:: WHAT THE TASK REQUIRES ::
Please restate every entry exactly. Leave out the pictures.

:: PROVIDED MATERIAL ::
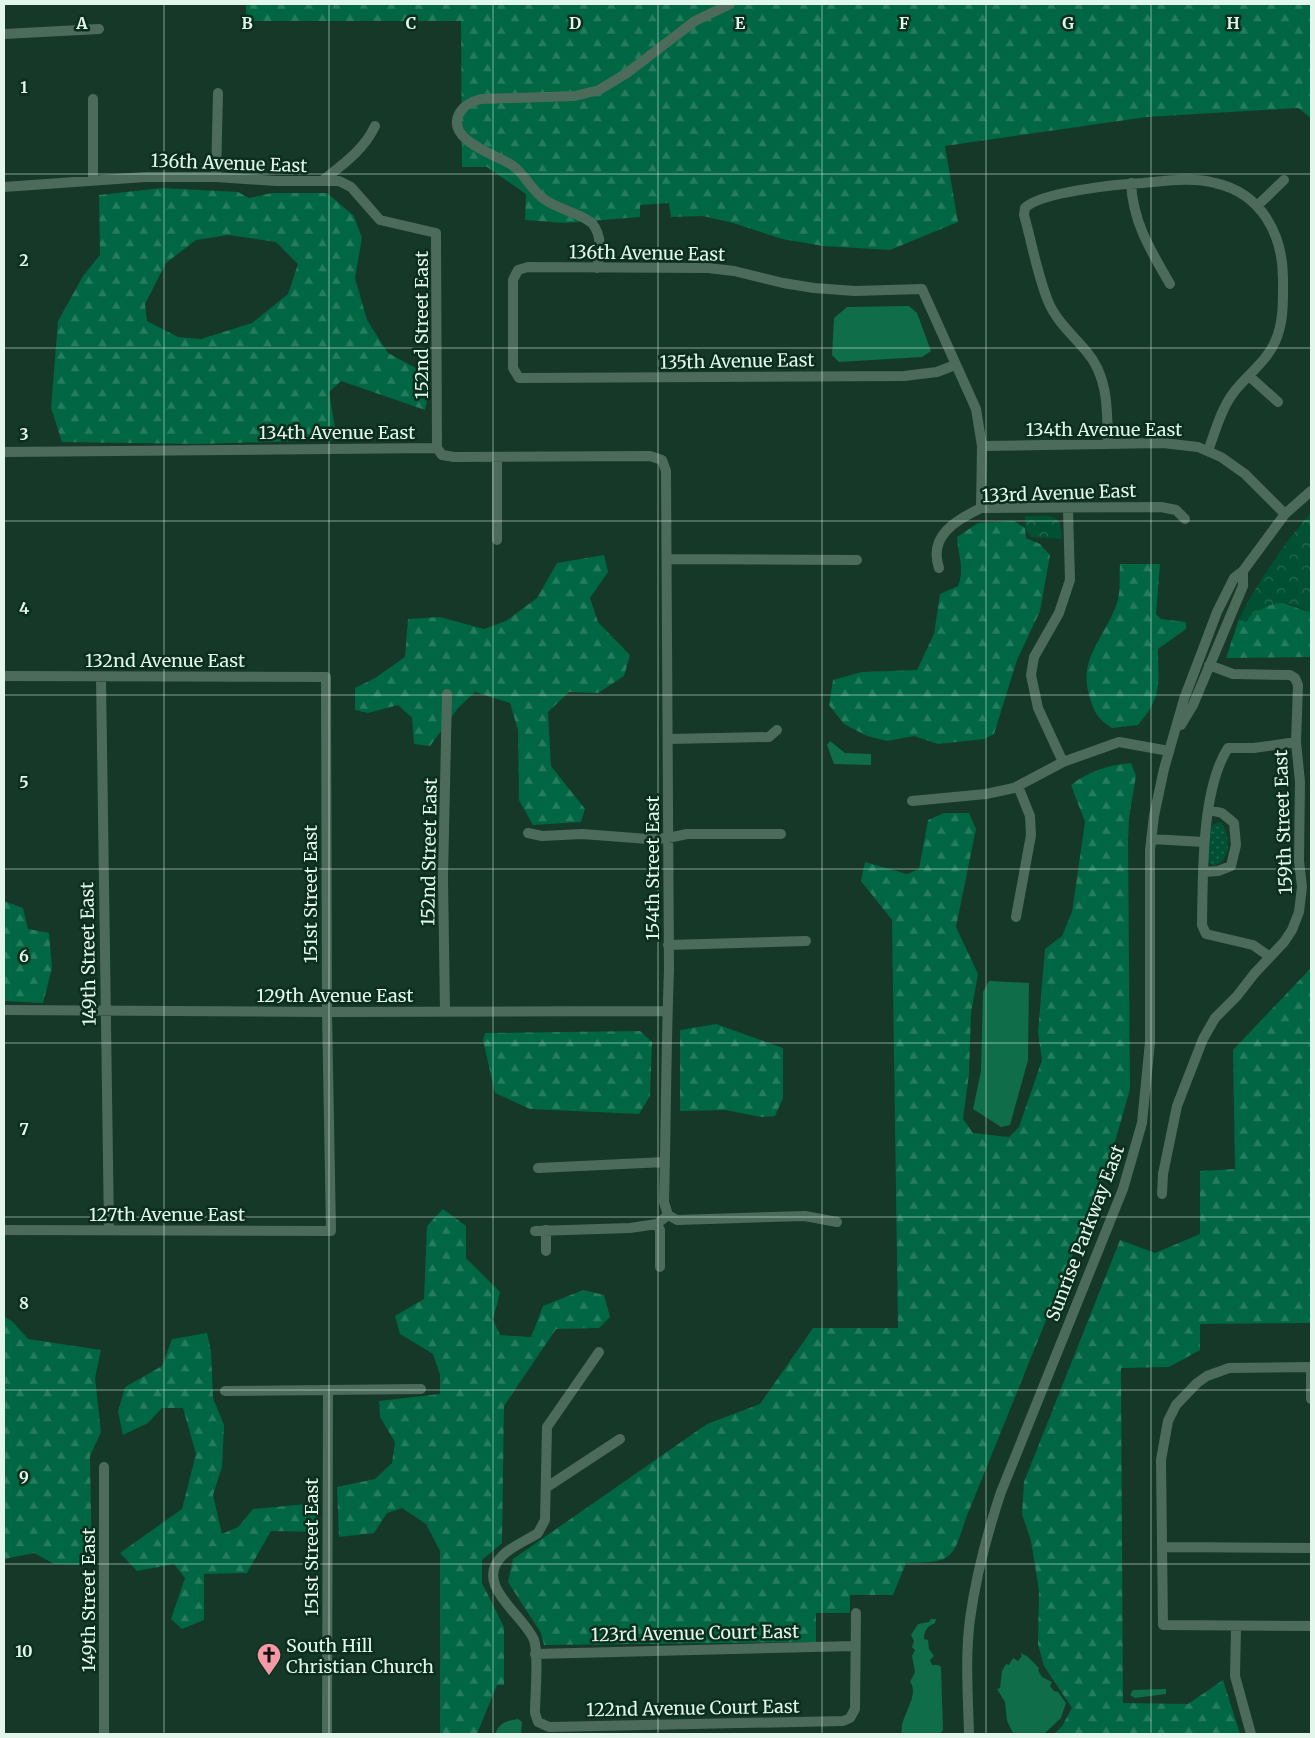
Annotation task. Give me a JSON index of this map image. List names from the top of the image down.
{
  "streets": {
    "street": [
      "136th Avenue East",
      "152nd Street East",
      "135th Avenue East",
      "134th Avenue East",
      "133rd Avenue East",
      "132nd Avenue East",
      "159th Street East",
      "154th Street East",
      "151st Street East",
      "149th Street East",
      "129th Avenue East",
      "127th Avenue East",
      "Sunrise Parkway East",
      "123rd Avenue Court East",
      "122nd Avenue Court East"
    ]
  },
  "crossings": [
    ["136th Avenue East", "152nd Street East"],
    ["136th Avenue East", "135th Avenue East"],
    ["152nd Street East", "134th Avenue East"],
    ["152nd Street East", "129th Avenue East"],
    ["134th Avenue East", "154th Street East"],
    ["134th Avenue East", "Sunrise Parkway East"],
    ["132nd Avenue East", "151st Street East"],
    ["132nd Avenue East", "149th Street East"],
    ["159th Street East", "Sunrise Parkway East"],
    ["154th Street East", "129th Avenue East"],
    ["151st Street East", "129th Avenue East"],
    ["151st Street East", "127th Avenue East"],
    ["149th Street East", "129th Avenue East"],
    ["149th Street East", "127th Avenue East"],
    ["123rd Avenue Court East", "122nd Avenue Court East"]
  ],
  "places": {
    "church": ["South Hill Christian Church"]
  },
  "grid": {
    "columns": [
      "A",
      "B",
      "C",
      "D",
      "E",
      "F",
      "G",
      "H"
    ],
    "rows": [
      "1",
      "2",
      "3",
      "4",
      "5",
      "6",
      "7",
      "8",
      "9",
      "10"
    ]
  }
}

:: RESPONSE TO THE EXERCISE ::
Annotation task. Give me a JSON index of this map image. List names from the top of the image down.
{
  "streets": {
    "street": [
      "136th Avenue East",
      "152nd Street East",
      "135th Avenue East",
      "134th Avenue East",
      "133rd Avenue East",
      "132nd Avenue East",
      "159th Street East",
      "154th Street East",
      "151st Street East",
      "149th Street East",
      "129th Avenue East",
      "127th Avenue East",
      "Sunrise Parkway East",
      "123rd Avenue Court East",
      "122nd Avenue Court East"
    ]
  },
  "crossings": [
    ["136th Avenue East", "152nd Street East"],
    ["136th Avenue East", "135th Avenue East"],
    ["152nd Street East", "134th Avenue East"],
    ["152nd Street East", "129th Avenue East"],
    ["134th Avenue East", "154th Street East"],
    ["134th Avenue East", "Sunrise Parkway East"],
    ["132nd Avenue East", "151st Street East"],
    ["132nd Avenue East", "149th Street East"],
    ["159th Street East", "Sunrise Parkway East"],
    ["154th Street East", "129th Avenue East"],
    ["151st Street East", "129th Avenue East"],
    ["151st Street East", "127th Avenue East"],
    ["149th Street East", "129th Avenue East"],
    ["149th Street East", "127th Avenue East"],
    ["123rd Avenue Court East", "122nd Avenue Court East"]
  ],
  "places": {
    "church": ["South Hill Christian Church"]
  },
  "grid": {
    "columns": [
      "A",
      "B",
      "C",
      "D",
      "E",
      "F",
      "G",
      "H"
    ],
    "rows": [
      "1",
      "2",
      "3",
      "4",
      "5",
      "6",
      "7",
      "8",
      "9",
      "10"
    ]
  }
}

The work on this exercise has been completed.